What is the 2021 response?Show answer
The Antiquarium at Pompeii reopened in 2021 with a more reflective, contextualised display of the "Pompeii Couple" cast, responding directly to critiques like Lazer's by foregrounding the individuals' final moments and human context rather than presenting the cast as an unexplained curiosity. Sarah Levin-Richardson (2019) has pushed the argument further for particular contexts, urging caution about publicly displaying remains recovered from sexually charged settings such as the Lupanare, where display can compound the loss of dignity in death.
What is the 2010 Schola Armaturarum collapse?Show answer
On 6 November 2010, the Schola Armaturarum, a gladiators' training building on the Via dell'Abbondanza, collapsed after heavy rain.
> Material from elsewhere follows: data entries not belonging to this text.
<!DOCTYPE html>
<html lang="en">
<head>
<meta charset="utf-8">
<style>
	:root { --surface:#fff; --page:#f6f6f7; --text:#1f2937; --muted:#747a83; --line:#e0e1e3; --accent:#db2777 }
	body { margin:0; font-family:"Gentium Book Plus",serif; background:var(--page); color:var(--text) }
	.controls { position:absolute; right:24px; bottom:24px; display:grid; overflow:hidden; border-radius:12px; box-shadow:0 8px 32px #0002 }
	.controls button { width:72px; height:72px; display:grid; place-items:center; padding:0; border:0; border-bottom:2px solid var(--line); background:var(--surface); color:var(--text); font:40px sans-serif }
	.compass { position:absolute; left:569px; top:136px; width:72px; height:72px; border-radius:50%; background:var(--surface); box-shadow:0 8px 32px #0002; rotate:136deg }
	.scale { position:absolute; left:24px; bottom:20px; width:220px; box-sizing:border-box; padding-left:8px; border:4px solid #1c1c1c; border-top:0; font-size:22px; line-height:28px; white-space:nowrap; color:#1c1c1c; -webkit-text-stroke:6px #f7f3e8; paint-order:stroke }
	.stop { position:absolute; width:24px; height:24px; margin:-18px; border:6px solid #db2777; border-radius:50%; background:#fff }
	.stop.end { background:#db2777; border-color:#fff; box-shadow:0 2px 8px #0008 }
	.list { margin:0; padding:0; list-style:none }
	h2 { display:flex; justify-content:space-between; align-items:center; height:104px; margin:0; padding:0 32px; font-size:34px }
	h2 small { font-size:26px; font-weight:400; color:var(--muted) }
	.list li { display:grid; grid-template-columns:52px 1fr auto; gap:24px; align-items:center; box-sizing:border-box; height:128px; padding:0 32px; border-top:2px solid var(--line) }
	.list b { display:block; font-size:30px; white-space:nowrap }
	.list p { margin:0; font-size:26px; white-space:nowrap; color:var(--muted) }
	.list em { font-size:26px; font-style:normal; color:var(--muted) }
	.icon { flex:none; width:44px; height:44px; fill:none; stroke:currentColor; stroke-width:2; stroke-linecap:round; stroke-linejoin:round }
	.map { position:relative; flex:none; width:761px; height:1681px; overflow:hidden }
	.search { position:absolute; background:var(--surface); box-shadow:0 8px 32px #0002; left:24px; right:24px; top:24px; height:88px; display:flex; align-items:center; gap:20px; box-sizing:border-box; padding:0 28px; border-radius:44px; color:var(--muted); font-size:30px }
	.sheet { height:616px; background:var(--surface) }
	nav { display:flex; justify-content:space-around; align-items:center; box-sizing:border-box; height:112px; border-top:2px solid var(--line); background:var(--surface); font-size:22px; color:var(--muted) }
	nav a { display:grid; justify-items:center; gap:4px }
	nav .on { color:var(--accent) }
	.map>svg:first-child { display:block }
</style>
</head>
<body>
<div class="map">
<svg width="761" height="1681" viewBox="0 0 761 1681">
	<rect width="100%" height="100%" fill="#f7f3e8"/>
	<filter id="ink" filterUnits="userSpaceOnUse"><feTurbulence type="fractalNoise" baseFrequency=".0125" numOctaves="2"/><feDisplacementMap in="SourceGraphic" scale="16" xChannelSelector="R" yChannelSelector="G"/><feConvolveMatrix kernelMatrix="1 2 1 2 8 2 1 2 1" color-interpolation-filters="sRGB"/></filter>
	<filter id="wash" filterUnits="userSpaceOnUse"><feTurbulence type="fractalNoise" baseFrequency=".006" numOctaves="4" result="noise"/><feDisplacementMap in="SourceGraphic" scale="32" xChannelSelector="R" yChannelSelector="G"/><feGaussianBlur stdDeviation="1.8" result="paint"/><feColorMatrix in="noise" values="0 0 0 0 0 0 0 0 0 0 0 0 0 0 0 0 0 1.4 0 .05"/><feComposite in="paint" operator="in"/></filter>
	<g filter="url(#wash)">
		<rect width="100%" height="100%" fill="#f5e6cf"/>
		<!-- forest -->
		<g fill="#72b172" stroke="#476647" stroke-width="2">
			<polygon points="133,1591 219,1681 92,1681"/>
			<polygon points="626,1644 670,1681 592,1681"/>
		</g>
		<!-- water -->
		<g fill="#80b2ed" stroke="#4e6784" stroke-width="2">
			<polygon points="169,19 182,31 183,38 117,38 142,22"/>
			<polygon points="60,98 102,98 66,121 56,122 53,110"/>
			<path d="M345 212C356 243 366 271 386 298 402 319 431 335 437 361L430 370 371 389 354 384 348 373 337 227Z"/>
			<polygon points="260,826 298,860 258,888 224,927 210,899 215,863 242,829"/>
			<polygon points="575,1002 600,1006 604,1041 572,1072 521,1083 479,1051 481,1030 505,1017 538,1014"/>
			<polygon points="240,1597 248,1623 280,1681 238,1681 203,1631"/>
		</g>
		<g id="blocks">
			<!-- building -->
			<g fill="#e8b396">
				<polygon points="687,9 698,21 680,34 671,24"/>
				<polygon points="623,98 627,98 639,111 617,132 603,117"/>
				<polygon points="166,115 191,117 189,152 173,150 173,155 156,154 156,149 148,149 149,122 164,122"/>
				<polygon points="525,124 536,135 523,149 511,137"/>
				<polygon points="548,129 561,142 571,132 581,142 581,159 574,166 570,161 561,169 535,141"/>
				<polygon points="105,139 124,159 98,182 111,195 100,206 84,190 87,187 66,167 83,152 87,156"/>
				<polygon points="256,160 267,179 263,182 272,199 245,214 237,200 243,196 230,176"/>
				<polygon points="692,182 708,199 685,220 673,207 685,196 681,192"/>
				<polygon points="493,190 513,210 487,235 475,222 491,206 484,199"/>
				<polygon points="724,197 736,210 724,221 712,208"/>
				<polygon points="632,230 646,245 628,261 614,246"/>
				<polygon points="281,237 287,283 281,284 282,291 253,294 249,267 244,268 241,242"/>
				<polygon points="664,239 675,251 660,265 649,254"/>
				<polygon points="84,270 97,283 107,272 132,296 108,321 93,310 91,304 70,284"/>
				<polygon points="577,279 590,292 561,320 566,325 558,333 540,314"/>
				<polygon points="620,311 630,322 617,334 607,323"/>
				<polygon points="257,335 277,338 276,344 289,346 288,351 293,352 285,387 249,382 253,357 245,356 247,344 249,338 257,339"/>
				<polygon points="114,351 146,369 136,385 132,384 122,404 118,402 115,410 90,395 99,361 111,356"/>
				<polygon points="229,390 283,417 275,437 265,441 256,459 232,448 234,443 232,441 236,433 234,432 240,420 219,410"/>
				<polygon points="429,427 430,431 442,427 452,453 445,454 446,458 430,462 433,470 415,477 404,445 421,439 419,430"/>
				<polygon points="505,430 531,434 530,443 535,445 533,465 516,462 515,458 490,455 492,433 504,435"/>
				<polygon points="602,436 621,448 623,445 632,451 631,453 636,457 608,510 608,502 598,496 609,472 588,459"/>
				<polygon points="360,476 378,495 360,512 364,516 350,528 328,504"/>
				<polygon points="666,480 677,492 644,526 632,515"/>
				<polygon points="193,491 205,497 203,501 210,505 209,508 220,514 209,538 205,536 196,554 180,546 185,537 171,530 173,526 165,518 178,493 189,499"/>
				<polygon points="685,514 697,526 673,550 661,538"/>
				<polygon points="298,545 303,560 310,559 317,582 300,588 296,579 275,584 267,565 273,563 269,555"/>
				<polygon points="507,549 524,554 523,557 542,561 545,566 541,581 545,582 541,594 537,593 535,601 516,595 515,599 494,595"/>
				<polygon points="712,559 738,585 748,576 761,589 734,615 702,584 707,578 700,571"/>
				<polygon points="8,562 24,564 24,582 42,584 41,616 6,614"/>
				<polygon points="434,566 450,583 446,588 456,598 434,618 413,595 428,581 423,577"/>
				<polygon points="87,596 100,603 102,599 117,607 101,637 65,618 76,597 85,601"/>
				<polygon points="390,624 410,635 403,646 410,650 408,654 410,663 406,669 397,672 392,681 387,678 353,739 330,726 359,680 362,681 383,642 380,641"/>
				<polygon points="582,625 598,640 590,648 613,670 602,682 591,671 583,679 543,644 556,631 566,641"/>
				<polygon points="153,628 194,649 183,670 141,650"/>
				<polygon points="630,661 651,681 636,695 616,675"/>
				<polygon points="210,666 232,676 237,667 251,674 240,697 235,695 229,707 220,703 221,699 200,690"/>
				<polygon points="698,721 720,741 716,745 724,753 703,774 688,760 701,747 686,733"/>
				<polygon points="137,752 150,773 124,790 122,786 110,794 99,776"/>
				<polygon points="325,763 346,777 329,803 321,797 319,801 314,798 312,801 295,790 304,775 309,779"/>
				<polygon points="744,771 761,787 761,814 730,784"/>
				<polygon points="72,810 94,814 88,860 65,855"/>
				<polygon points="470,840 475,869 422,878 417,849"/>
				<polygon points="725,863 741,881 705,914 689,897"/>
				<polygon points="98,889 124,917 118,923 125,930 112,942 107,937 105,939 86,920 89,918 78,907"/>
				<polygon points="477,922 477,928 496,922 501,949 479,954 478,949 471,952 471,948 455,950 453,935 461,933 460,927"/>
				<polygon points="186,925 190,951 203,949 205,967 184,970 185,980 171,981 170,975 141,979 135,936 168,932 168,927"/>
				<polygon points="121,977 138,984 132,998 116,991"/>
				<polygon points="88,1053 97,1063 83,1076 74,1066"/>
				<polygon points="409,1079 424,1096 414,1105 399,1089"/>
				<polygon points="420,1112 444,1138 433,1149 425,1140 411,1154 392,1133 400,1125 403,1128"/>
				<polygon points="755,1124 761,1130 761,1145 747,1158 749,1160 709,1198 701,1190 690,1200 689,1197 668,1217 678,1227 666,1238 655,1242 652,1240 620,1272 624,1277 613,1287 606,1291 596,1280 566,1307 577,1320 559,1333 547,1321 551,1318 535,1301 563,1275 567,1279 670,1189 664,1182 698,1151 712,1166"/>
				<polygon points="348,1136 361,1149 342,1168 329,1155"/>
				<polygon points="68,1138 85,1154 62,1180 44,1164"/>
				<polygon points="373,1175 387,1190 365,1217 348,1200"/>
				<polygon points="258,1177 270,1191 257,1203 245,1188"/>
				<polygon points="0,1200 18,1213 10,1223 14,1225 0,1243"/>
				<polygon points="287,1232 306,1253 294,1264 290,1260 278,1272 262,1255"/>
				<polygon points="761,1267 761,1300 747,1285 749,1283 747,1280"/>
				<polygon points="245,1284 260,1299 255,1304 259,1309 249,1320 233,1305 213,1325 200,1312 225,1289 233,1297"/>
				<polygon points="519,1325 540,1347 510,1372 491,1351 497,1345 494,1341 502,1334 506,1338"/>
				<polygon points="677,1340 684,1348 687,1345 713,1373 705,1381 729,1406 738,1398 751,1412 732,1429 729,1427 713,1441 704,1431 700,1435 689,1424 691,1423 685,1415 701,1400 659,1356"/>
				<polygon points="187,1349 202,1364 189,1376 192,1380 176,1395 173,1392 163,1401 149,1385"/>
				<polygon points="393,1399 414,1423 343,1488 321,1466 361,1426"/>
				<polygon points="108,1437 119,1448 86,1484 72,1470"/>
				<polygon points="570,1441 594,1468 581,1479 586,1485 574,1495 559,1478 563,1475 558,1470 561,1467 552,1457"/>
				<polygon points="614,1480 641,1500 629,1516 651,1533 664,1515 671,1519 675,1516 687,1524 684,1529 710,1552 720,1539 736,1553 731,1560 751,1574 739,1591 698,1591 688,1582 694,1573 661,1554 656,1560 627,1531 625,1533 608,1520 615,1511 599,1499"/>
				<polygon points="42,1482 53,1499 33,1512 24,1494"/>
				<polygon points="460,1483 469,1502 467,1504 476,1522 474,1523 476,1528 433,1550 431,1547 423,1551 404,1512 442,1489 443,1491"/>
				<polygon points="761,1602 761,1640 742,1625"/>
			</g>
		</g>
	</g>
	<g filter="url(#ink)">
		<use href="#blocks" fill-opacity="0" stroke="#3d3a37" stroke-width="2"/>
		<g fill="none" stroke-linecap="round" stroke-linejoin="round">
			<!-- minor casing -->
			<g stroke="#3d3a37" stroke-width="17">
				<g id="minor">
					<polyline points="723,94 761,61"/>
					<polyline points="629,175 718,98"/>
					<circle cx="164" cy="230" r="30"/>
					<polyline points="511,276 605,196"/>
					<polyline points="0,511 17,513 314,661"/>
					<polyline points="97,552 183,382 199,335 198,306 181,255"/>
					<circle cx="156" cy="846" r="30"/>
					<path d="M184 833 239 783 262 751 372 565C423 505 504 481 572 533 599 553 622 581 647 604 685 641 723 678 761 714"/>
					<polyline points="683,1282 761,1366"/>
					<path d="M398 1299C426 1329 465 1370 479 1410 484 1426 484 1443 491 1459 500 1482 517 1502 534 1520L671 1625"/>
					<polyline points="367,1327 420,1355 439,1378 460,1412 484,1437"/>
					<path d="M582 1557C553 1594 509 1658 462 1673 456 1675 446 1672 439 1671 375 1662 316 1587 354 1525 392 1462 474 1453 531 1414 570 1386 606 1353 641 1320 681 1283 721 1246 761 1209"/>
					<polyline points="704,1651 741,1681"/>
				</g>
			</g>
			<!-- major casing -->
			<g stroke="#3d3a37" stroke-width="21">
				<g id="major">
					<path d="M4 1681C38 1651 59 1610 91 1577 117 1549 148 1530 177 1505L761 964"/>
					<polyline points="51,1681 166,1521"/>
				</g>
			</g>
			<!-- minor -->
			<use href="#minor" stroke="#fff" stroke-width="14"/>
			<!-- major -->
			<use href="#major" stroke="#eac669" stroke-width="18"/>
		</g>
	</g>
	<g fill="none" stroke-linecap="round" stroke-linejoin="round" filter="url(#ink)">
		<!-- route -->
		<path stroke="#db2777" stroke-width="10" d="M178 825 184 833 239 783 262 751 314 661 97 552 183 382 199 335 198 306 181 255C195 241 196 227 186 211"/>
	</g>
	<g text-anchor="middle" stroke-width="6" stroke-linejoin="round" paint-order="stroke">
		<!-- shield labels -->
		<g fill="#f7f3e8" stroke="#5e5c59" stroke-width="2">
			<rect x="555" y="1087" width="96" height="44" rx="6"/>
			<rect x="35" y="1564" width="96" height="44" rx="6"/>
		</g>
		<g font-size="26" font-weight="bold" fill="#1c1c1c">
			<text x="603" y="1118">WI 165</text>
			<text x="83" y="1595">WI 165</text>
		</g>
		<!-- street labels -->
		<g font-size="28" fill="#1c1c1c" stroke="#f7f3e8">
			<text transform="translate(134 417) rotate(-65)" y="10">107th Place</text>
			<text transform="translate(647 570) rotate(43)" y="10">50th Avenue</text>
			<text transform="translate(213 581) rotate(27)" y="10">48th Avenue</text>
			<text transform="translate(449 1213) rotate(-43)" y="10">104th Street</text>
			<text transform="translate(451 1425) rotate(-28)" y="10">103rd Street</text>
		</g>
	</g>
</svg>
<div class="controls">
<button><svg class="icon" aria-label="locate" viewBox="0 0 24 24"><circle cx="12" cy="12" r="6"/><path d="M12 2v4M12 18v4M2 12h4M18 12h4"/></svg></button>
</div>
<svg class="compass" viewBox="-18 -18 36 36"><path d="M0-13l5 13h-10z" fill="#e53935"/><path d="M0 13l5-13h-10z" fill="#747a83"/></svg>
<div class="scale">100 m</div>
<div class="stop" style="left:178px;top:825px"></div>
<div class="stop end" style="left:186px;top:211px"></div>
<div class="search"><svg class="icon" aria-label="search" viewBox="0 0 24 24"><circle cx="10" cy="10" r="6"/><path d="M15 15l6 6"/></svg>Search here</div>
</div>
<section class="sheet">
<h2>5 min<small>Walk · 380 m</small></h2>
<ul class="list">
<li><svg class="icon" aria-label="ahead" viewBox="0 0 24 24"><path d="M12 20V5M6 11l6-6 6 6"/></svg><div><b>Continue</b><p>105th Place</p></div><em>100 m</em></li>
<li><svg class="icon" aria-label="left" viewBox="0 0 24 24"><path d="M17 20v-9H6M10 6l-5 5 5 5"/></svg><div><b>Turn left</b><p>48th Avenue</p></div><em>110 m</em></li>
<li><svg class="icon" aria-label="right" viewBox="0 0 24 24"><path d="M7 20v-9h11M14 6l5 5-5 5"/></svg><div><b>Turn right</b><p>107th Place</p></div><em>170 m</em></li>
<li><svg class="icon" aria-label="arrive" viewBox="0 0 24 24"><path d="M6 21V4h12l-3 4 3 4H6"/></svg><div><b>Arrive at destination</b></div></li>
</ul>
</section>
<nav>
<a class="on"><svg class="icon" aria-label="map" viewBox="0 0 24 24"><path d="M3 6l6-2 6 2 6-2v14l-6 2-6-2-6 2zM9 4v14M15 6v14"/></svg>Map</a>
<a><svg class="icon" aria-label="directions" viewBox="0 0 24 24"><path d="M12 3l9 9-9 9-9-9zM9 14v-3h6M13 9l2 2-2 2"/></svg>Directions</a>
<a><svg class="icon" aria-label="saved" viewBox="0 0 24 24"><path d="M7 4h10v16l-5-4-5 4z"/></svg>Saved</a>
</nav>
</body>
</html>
A 1930s Maiuri-era reinforced-concrete repair had trapped moisture inside the structure, and decades of underfunded maintenance, set against rising visitor numbers, caught up with the building all at once. The collapse embarrassed the Italian government internationally and became the canonical symbol of a site loved to pieces by its own popularity.
What is the Great Pompeii Project?Show answer
From 2012, the EU and the Italian government jointly funded the Great Pompeii Project (Grande Progetto Pompei), worth around 105 million euros, prioritising drainage, structural stabilisation and emergency conservation. In 2014, the Parco Archeologico di Pompei was granted autonomous management status, allowing it to reinvest visitor ticket revenue directly into conservation rather than depending solely on central government allocation, an attempt to turn tourism from a pure liability into a partial funding source for the fabric it wears down.